Każdy ma swoją perspektywę i inaczej widzi rzeczywistość, ale gdyby Marcin widział wszystko to, co ja, będąc w samym środku naszej grupy wolontariuszy, to pewnie nie krytykowałby tak marek, bo dostajemy od nich naprawdę olbrzymie wsparcie. Często one same się do nas zgłaszają, są bardzo chętne do pomocy. Gdy ludziom brakowało choćby dostępu do internetu, to wystarczyło, żebym pod wpisem o tym oznaczyła w mediach społecznościowych kilka marek i po sekundzie odezwało się UPC, że zaraz będą. I na pewno muszę sprostować też to, co Marcin Kuc mówił w waszym wywiadzie o firmie McDonald’s.
A mówił, że „McDonald's długo nie robił nic, a przecież ma dwie knajpy na Centralnym”.

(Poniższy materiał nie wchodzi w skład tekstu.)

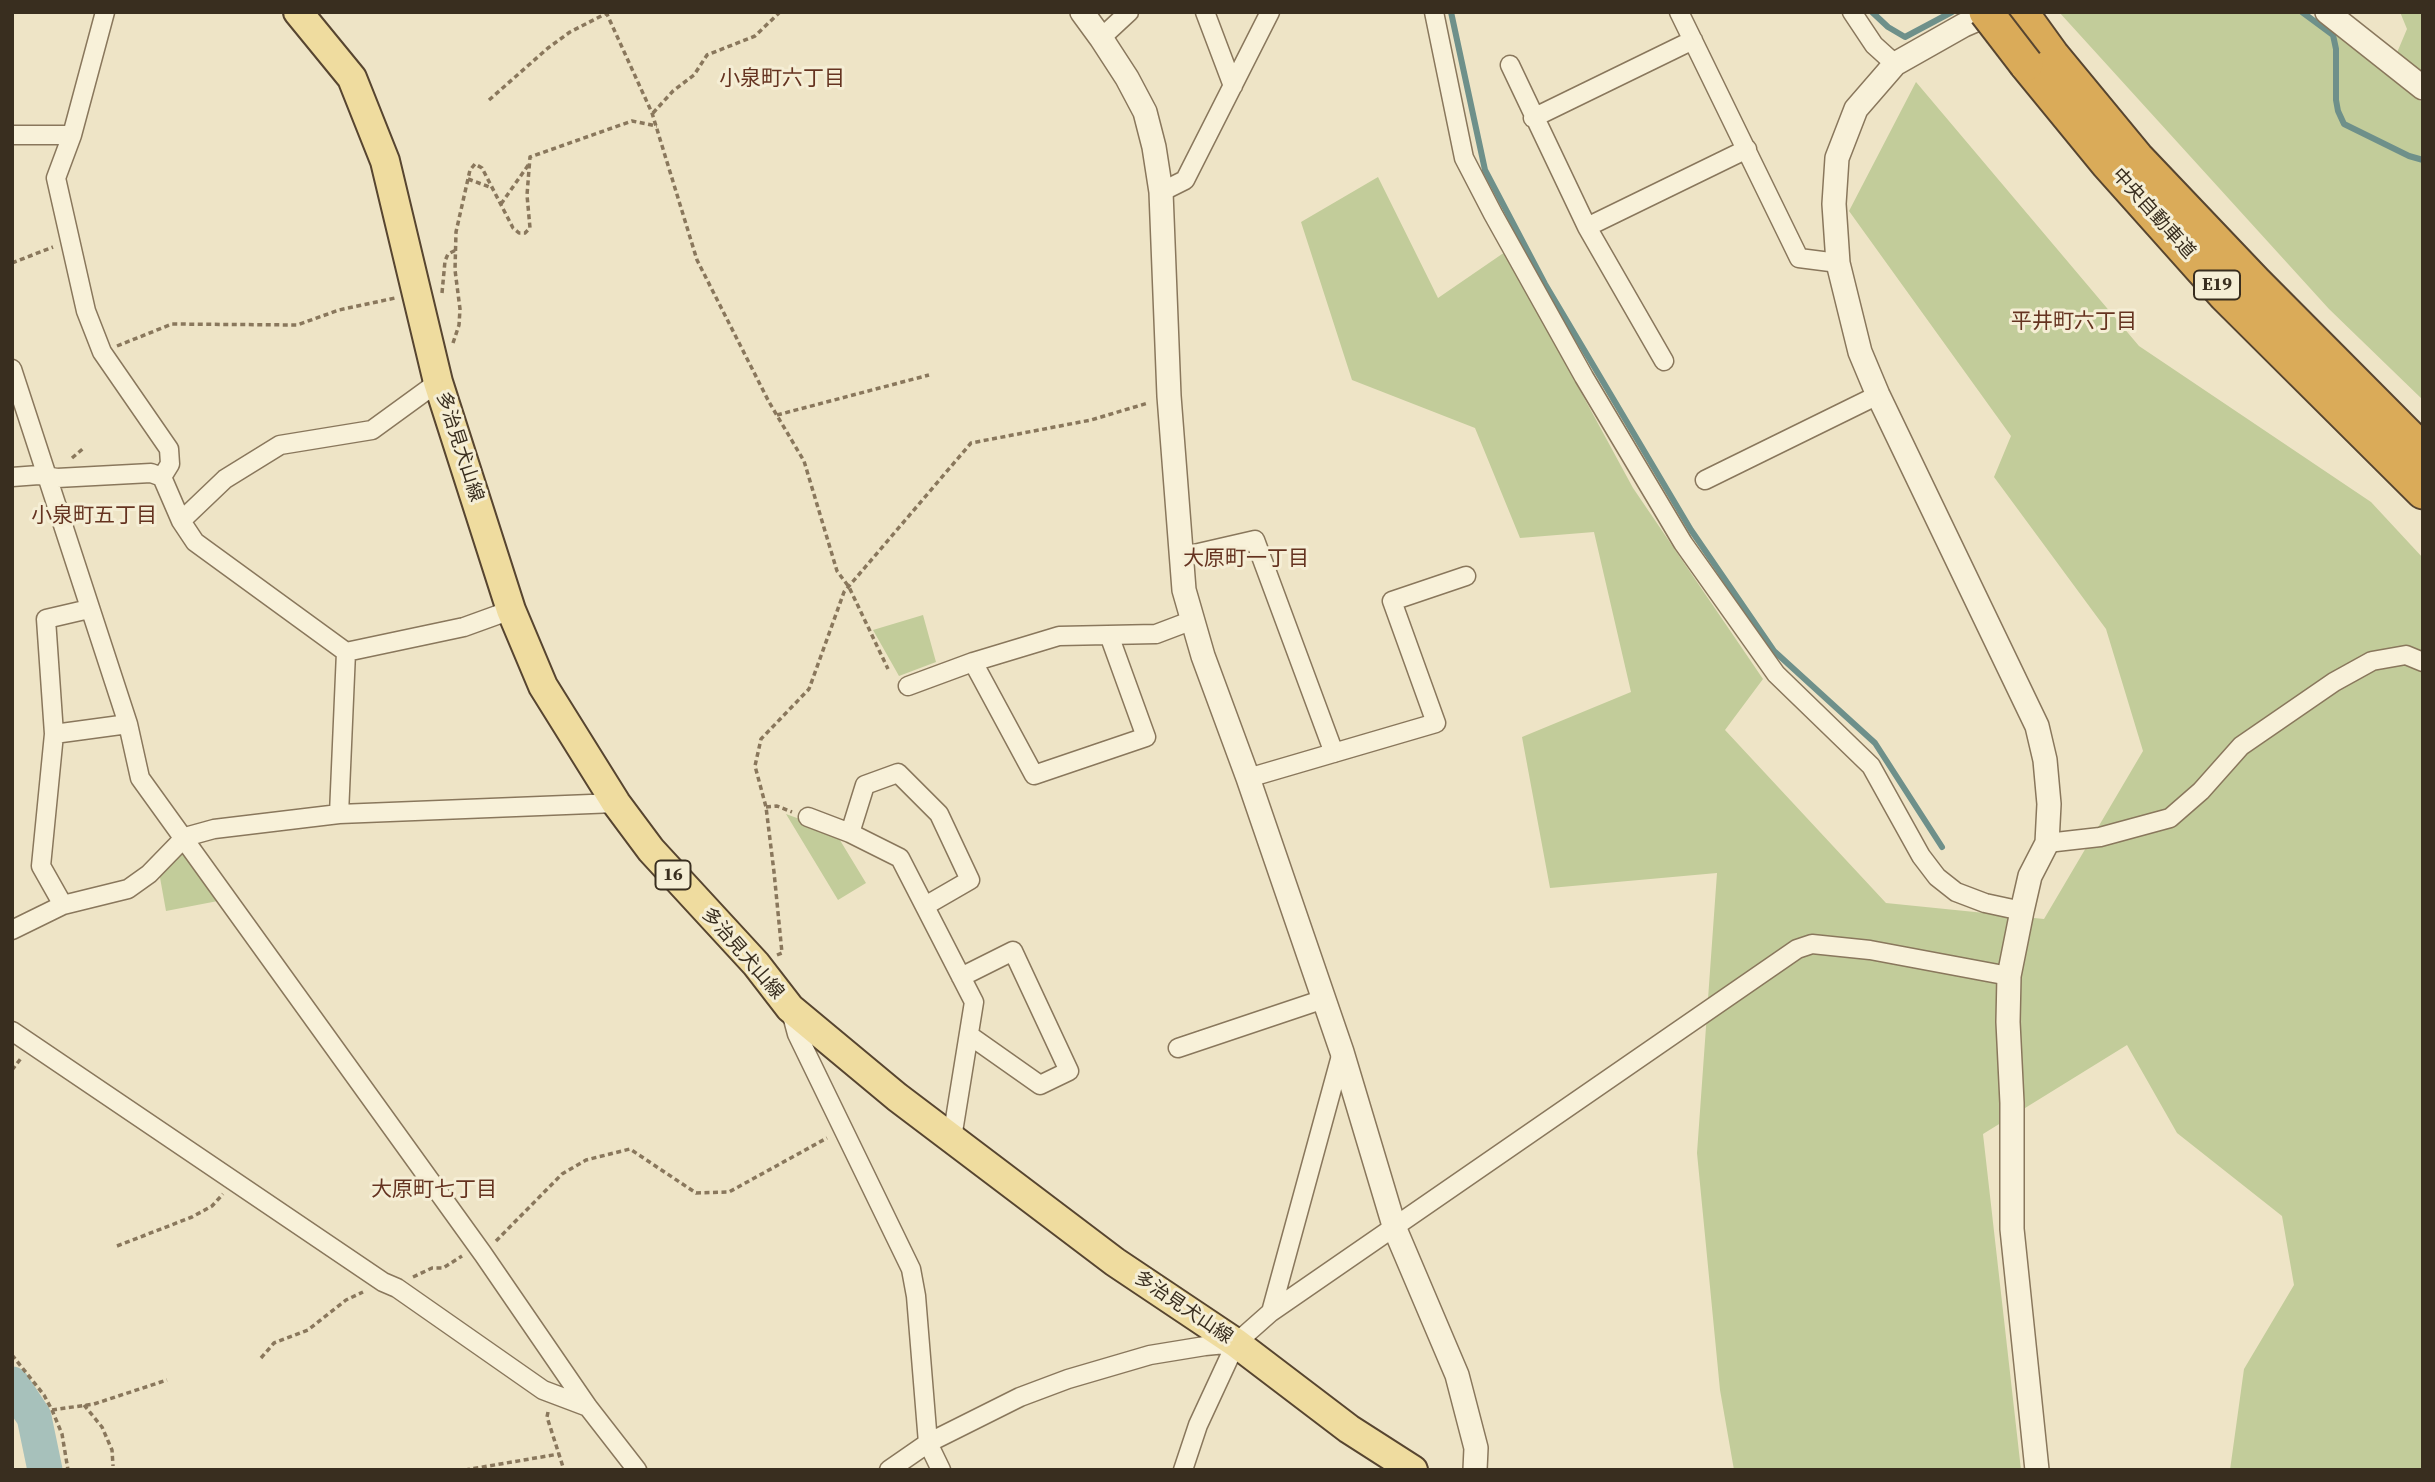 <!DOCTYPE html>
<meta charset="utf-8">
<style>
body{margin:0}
#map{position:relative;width:2435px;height:1482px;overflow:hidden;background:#eee4c6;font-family:"Source Serif 4",serif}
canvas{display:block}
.frame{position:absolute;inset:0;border:14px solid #392e1f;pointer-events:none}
</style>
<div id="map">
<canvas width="2435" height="1482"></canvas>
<div class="frame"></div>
</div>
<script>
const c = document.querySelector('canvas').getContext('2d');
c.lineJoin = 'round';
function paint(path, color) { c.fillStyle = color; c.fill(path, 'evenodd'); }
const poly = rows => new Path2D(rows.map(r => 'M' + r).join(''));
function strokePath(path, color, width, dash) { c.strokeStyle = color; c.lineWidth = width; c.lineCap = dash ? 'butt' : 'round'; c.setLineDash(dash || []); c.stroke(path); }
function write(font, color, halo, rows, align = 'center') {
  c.font = font + ' "Source Serif 4","Noto Sans JP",serif'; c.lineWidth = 6; c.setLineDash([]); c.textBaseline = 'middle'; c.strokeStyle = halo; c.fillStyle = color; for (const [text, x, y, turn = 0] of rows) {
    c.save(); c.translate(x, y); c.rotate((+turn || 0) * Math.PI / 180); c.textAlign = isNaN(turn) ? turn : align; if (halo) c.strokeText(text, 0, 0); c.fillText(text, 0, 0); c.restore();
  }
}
paint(poly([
 [2059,12,2301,12,2346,42,2423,103,2423,400,2329,309],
 [2400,12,2423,12,2423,73,2396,55,2407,29],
 [1916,82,2139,346,2371,502,2423,558,2423,1470,2230,1470,2244,1369,2294,1285,2282,1216,2177,1133,2127,1045,1983,1134,2021,1470,1734,1470,1720,1390,1697,1153,1717,873,1550,888,1522,737,1631,692,1594,532,1520,538,1475,428,1352,380,1301,222,1378,177,1438,298,1505,252,1633,488,1763,679,1725,730,1886,903,2044,919,2143,751,2106,629,1994,477,2011,436,1849,211],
 [923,615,936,662,899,676,873,630],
 [786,814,835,832,866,883,838,900],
 [186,847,223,900,166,911,159,872]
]), '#c2cc9a');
strokePath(poly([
 [1451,12,1485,170,1545,284,1691,530,1774,651,1875,743,1942,847],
 [1872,12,1888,27,1905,37,1952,12],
 [2302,12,2333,35,2336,49,2336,100,2338,111,2344,124,2409,156,2423,160]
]), '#6e908a', 6);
strokePath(poly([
 [12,1384,34,1417,45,1470]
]), '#a7c1bb', 35);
const minor = poly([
 [105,12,72,135,56,178,86,311,102,352,169,449,170,464,162,477],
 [1205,12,1233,86],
 [1434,12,1464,158,1493,214,1584,377,1683,543,1776,674,1871,766,1921,856,1937,877,1956,892,1985,903,2022,911],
 [1679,12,1799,258,1838,263],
 [1852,12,1874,45,1895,64],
 [1101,38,1129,12],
 [1510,65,1587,227,1664,361],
 [1533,118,1693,40],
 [12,135,72,135],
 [1161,192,1185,180,1270,12],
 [1587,227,1747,149],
 [12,369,128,724,140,778,483,1254,588,1407,637,1470],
 [12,477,39,475,57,478,151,473,162,477,181,521,195,542,346,652,464,627,511,610],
 [1705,480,1878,395],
 [181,521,225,479,280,445,372,430,438,382],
 [1181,557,1255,540,1334,753],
 [973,662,1034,775,1146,737,1109,635],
 [908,686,973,662,1059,636,1156,634,1193,620],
 [54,734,128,724],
 [1248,778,1436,723,1392,601,1466,576],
 [339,814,346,652],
 [808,817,850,833,900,858,974,1002,952,1138],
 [850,833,865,785,898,773,939,814,970,880,925,906],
 [2047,843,2100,837,2170,818,2201,791,2241,746,2334,682,2372,661,2406,655,2423,662],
 [63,905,41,866,54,734,46,619,89,609],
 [12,930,63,905,128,889,149,874,185,837,214,829,339,814,616,803],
 [961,977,1013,951,1069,1071,1040,1085,969,1035],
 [790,1008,797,1034,911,1269,916,1296,928,1443,941,1470],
 [12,1031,383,1282,397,1288,543,1390,588,1407],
 [1178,1048,1324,999],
 [1271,1312,1342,1052],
 [889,1470,928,1443,1020,1397,1068,1379,1150,1355,1205,1346,1236,1343],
 [1183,1470,1198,1425,1236,1343,1271,1312,1797,949,1812,944,1870,950,2009,976]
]);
const tertiary = poly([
 [1082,12,1101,38,1127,78,1145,112,1154,147,1161,192,1169,396,1184,590,1203,656,1248,778,1342,1052,1395,1229,1457,1375,1476,1448,1475,1470],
 [1994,12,1964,25,1895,64,1856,109,1837,158,1834,204,1838,263,1860,352,1878,395,2037,726,2045,760,2049,804,2047,843,2030,876,2022,911,2009,976,2008,1022,2012,1103,2012,1229,2037,1470],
 [2327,12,2423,88]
]);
const primary = poly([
 [298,12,352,78,385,161,438,382,511,610,543,686,616,803,651,850,756,964,790,1008,897,1097,1115,1262,1236,1343,1349,1429,1413,1470]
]);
const motorway = poly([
 [2021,12,2052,55,2137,158,2255,282,2423,451],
 [2026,64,2108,164,2225,295,2423,492]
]);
strokePath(minor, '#89775c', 21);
strokePath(tertiary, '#89775c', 26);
strokePath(primary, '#574530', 32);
strokePath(motorway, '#574530', 37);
strokePath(poly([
 [606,12,652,113,697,260,769,402,804,461,837,571,849,587,888,669],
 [489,100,548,48,570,32,607,13],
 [653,113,673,91,694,75,707,55,755,36,780,12],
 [468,179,492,188],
 [501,204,529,164],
 [12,263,53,247],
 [442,293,445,261,448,254,456,250],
 [453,343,459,325,460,309,455,270,456,232,470,170,475,164,482,168,513,228,519,233,525,233,530,228,527,195,530,157,632,121,657,126],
 [117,346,172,324,297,325,339,310,395,298],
 [777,415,929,375],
 [72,458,85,447],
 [766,807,777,806,792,812],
 [777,955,782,953,774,872,766,807,755,766,761,739,809,689,844,592,971,443,1091,420,1148,403],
 [12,1070,22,1057],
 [496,1241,562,1174,586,1160,630,1149,696,1193,729,1192,827,1138],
 [117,1246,192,1217,212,1206,223,1194],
 [413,1277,432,1268,443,1268,462,1256],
 [12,1355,44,1395,52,1410,62,1434,68,1470],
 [261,1358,274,1343,308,1330,346,1300,363,1292],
 [84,1405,102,1427,112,1450,113,1466],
 [52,1410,94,1404,167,1380],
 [548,1412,547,1417,564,1470],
 [465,1470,559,1454]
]), '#89775c', 3.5, [5, 3.5]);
strokePath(minor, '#f8f1d9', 18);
strokePath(tertiary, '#f8f1d9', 23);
strokePath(primary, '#efdc9f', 28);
strokePath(motorway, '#daab59', 33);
const motorwayBridge = poly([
 [1986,12,2026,64]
]);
strokePath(motorwayBridge, '#574530', 37, []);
strokePath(motorwayBridge, '#daab59', 33);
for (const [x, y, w] of [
 [2217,285,46],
 [673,875,35]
]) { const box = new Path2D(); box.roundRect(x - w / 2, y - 14.5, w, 29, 5); c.fillStyle = '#f5eed5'; c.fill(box); strokePath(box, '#392e1f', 2); }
write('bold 18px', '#392e1f', null, [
 ["E19",2217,285],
 ["16",673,875]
]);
write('19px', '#392e1f', '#f5eed5', [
 ["中央自動車道",2153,214,48],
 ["多治見犬山線",459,447,72],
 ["多治見犬山線",742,954,49],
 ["多治見犬山線",1183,1308,34]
]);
write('21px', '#653320', '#f5eed5', [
 ["小泉町六丁目",782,80],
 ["平井町六丁目",2074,323],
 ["小泉町五丁目",94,517],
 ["大原町一丁目",1246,560],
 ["大原町七丁目",434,1191]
]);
</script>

I to zupełna nieprawda. Akurat ta marka zareagowała natychmiast i wspiera nas od samego początku, za co jestem jej bardzo wdzięczna. To oni sami się z nami skontaktowali, wyszli z konkretnymi propozycjami i nie chcieli w ogóle robić sobie z tego żadnej reklamy. Nigdy nie prosili o tzw. tagowanie, czyli oznaczanie ich w mediach społecznościowych. Nieprawdą jest też to, że zorganizowali jakąś akcję influencerską, by ktoś znany ich reklamował, pomagając uchodźcom. To, że pomagający na dworcu influencerzy o tej marce pisali, wynikało jedynie z tego, że po prostu byli jej wdzięczni, np. za zestawy Happy Meal, które McDonald’s rozdawał za pomoc na dworcu. Zresztą ta marka nadal nas wspiera, stworzyła teraz nawet specjalny pokój dla dzieci, taką świetlicę, w której mogą się wyciszyć.
Czytaj więcej:
Nie za bardzo chcemy mówić, gdzie to pomieszczenie jest, bo to jest nasz tzw. secret spot, gdzie dzieciaki mogą poczuć się w końcu bezpiecznie. Dlatego kiedy zobaczyłam waszą rozmowę w „Plusie Minusie”, trochę mnie zaskoczyła perspektywa Marcina. To zresztą nie jest jedyny przykład, bo wspiera nas też cała masa innych firm, które wręcz proszą, by ich nigdzie nie oznaczać, nie tagować, bo nie chcą, by ktoś sobie pomyślał, że robią to tylko dla dobrego PR-u. Naprawdę – nie mogliśmy liczyć na fajniejsze wsparcie od marek, a nie mogę ich nawet wymienić w wywiadzie, bo tego sobie tego nie życzą. Chciałam, bez wymieniania, jednak im wszystkim – dużym korporacjom, małym firmom, restauracjom – podziękować za okazaną pomoc!